Nigeria's Anti-Corruption Agency Finds $43 Million in Cash at Lagos Apartment

Nigeria cash
A trader changes U.S. dollars for Nigerian naira at a currency exchange store in Lagos, Nigeria, on February 12, 2015. Nigeria has a long history of corruption. Joe Penney/Reuters

Nigeria's anti-corruption agency seized more than $40 million of suspect cash from an apartment in the country's commercial center Lagos on Wednesday.

The Economic and Financial Crimes Commission (EFCC) said in a statement that it had been tipped off about people going in and out of the apartment with suspicious bags.

When they raided the apartment, EFCC officials found $43.4 million in U.S. dollars, £27,800 in British sterling ($34,900) and 23.2 million naira ($76,00).

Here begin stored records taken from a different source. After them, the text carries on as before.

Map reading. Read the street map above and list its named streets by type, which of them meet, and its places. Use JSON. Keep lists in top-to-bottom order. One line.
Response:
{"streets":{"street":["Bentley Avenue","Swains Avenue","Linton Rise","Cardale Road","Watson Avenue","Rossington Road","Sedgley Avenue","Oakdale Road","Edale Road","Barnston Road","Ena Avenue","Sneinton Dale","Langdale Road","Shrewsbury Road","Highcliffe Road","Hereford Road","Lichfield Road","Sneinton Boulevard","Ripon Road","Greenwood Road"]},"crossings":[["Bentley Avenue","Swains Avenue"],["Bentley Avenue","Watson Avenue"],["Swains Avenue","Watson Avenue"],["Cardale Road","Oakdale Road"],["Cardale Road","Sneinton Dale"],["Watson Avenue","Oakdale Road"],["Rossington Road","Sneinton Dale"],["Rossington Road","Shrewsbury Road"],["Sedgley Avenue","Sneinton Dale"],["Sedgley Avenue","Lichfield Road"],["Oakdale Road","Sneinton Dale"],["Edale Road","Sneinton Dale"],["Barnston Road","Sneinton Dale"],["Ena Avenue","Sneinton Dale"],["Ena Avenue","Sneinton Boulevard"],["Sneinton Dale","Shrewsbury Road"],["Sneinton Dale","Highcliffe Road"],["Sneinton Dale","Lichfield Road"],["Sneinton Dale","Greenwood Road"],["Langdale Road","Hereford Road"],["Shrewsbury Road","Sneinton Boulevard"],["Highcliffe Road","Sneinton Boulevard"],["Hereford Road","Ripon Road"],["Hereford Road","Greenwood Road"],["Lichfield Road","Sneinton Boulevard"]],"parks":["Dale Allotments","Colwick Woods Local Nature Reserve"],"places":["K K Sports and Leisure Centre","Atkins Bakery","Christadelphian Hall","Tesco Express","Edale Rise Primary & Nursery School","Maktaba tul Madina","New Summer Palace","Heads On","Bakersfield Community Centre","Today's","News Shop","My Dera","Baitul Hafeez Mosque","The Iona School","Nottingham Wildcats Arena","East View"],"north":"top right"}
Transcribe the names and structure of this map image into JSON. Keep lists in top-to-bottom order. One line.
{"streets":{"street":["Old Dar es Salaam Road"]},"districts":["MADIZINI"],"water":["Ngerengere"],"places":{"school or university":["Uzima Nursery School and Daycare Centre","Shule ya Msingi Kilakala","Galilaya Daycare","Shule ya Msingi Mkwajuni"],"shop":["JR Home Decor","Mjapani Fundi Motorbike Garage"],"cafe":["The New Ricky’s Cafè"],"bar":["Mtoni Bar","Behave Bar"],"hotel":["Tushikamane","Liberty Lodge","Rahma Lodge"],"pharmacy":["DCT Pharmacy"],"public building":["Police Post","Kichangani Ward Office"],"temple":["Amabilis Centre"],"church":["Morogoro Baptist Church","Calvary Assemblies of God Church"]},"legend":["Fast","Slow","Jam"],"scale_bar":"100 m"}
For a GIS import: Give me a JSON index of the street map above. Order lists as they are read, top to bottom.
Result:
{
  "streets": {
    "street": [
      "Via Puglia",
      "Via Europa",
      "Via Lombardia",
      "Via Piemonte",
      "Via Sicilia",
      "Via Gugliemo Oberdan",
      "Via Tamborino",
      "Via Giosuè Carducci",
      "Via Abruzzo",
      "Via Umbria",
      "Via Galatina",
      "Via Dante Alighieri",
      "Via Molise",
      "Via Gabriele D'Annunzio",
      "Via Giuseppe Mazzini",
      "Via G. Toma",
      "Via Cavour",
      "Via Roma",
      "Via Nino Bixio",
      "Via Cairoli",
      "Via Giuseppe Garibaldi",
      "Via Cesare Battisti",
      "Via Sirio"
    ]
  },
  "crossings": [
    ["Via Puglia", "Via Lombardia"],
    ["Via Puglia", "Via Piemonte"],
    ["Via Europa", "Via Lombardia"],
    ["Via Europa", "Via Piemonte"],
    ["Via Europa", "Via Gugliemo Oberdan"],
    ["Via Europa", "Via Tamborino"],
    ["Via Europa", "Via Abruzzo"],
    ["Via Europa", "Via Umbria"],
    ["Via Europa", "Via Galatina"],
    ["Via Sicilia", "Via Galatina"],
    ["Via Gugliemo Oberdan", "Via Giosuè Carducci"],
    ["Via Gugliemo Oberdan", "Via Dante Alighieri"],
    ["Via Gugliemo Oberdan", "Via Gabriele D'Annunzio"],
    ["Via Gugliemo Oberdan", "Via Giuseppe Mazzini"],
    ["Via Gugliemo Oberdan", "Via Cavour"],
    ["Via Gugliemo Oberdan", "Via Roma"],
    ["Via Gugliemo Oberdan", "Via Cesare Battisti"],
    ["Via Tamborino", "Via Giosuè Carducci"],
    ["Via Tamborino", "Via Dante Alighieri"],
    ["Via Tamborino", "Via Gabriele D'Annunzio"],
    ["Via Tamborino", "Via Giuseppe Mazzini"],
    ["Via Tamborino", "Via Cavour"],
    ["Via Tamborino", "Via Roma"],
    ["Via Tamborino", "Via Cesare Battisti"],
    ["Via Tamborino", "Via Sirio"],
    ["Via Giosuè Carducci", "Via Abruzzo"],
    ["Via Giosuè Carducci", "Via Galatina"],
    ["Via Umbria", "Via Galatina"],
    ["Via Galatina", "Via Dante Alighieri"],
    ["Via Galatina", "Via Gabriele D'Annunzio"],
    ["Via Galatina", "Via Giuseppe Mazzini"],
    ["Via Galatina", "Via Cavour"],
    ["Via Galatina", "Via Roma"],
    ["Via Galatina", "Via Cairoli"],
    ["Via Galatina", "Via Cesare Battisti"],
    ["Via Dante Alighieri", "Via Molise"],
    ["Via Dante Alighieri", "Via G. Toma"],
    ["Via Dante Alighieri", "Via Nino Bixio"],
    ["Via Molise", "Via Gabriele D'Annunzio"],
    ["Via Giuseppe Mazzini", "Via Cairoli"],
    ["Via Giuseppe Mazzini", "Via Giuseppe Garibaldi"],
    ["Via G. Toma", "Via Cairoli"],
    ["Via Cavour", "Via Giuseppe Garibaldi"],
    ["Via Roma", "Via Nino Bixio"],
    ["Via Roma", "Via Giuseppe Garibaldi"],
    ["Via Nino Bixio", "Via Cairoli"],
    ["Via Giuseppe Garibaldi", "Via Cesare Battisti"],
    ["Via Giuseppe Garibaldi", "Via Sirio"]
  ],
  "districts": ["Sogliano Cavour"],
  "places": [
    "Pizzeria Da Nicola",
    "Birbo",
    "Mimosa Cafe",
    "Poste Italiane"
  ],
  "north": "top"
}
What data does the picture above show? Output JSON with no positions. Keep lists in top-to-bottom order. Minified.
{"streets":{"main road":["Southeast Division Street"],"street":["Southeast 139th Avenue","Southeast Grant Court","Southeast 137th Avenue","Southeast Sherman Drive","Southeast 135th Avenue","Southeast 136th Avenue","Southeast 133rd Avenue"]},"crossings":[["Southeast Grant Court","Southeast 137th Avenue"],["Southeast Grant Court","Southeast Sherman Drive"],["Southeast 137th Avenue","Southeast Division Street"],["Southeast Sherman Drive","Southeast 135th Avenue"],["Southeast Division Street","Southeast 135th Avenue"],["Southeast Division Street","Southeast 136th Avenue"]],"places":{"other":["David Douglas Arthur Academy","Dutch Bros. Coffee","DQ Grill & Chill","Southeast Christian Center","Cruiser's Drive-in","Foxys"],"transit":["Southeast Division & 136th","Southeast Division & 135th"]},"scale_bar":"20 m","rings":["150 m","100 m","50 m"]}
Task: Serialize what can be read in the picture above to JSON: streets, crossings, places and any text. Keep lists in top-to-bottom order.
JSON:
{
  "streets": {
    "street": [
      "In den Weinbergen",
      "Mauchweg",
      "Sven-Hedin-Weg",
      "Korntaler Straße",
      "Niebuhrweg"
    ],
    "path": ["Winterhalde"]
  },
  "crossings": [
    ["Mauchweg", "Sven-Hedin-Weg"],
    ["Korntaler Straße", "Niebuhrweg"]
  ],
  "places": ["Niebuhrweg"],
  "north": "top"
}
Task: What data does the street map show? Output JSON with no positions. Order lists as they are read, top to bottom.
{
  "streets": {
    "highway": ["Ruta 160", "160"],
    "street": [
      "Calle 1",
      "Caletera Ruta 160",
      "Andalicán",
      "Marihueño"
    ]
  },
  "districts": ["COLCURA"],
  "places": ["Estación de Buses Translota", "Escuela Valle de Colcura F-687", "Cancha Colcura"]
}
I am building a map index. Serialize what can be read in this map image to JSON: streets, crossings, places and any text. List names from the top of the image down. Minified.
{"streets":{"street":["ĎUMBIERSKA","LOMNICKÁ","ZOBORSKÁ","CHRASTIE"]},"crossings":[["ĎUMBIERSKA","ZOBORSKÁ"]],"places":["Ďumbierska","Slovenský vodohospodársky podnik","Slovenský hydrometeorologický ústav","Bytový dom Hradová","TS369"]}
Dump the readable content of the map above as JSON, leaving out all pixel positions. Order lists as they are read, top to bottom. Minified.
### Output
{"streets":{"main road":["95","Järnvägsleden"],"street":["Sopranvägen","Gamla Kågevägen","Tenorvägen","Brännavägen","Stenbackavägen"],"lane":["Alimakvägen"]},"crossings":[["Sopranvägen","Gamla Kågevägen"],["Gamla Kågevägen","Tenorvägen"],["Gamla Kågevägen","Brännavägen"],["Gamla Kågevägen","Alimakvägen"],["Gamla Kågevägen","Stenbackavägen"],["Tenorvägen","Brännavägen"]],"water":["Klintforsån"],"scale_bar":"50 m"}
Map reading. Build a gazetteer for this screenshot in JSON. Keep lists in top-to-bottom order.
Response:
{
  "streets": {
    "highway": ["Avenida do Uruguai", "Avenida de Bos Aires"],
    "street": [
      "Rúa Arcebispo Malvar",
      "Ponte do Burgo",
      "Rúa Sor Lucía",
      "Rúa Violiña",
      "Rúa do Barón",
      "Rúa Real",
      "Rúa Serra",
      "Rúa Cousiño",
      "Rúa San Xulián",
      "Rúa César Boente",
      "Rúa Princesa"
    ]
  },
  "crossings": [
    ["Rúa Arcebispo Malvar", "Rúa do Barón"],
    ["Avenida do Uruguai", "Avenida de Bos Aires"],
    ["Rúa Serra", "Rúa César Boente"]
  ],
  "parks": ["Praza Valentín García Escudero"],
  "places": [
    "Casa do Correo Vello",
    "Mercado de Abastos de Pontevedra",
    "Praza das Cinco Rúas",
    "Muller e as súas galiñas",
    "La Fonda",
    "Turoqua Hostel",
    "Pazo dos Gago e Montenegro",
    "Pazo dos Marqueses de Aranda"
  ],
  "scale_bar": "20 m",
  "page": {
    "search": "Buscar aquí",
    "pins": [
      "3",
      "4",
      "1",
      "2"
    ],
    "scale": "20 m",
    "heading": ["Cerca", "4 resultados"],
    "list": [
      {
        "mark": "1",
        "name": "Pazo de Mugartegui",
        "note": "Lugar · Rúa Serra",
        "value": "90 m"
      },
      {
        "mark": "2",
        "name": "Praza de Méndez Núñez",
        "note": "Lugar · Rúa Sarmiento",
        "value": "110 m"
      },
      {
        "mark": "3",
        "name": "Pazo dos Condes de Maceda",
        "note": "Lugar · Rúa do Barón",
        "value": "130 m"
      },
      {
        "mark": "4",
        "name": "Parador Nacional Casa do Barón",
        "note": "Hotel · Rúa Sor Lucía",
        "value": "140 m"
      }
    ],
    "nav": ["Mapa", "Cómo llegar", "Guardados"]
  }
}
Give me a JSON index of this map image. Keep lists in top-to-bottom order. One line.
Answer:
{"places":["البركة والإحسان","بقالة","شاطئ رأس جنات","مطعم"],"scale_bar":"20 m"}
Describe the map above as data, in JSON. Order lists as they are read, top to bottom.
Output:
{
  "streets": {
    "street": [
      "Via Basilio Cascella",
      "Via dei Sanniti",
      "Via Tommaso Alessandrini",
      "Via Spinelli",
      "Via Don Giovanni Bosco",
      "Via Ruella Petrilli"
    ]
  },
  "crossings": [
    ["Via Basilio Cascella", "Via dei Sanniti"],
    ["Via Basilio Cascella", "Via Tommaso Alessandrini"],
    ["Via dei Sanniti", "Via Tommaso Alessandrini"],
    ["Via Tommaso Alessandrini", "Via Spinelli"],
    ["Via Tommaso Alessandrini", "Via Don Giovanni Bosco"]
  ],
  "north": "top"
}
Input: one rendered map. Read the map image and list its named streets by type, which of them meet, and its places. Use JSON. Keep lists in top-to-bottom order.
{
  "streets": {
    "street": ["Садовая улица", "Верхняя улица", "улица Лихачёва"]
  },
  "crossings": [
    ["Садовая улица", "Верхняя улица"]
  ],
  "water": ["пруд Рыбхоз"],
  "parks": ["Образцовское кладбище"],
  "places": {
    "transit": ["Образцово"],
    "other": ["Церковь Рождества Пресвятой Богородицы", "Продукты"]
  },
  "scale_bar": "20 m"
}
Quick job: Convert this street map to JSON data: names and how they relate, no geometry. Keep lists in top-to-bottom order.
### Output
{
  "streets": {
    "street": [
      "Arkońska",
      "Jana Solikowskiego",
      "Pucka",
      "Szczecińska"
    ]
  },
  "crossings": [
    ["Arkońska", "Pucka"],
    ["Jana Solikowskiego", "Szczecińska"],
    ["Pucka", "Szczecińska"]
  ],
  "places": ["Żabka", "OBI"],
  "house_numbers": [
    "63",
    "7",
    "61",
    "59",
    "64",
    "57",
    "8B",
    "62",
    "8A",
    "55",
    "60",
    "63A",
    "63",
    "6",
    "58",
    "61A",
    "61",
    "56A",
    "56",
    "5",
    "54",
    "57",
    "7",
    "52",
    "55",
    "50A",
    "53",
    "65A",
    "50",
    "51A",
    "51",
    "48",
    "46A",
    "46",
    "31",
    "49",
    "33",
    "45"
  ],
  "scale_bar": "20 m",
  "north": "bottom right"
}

Nigeria has a history of corruption and President Muhammadu Buhari has pledged to reclaim stolen assets in the West African country. Several high-profile officials are facing trial for corruption, but no major convictions have been achieved since Buhari came to power in May 2015.

The apartment was in the upmarket Ikoyi suburb of Lagos, Nigeria's biggest city, which has an estimated population of more than 20 million. The EFCC said one of its sources had reported a "haggard" woman had appeared at the apartment on several occasions, carrying bags.

Anti-corruption officials questioned guards at the building, who said that no one lived at the apartment. The apartment was locked and EFCC agents had to force entry. They found the money in two bedrooms; in one, filing cabinets containing cash were found hidden behind wardrobe panels.

. @officialEFCC find $43.4m, £27,800 and N23.2m in a residential building in the 7th Floorapartment at Osborne Towers, Ikoyi, Lagos #Nigeria

— Sam Piranty (@sampiranty) April 13, 2017

The EFCC said it was investigating the source of the funds, which it believes to be the result of "unlawful activity."

The Nigerian government claimed in 2016 that $10 billion worth of cash and assets had been earmarked for recovery under the Buhari administration. Nigerian authorities have also urged foreign governments and banks to cooperate with the return of state funds looted abroad.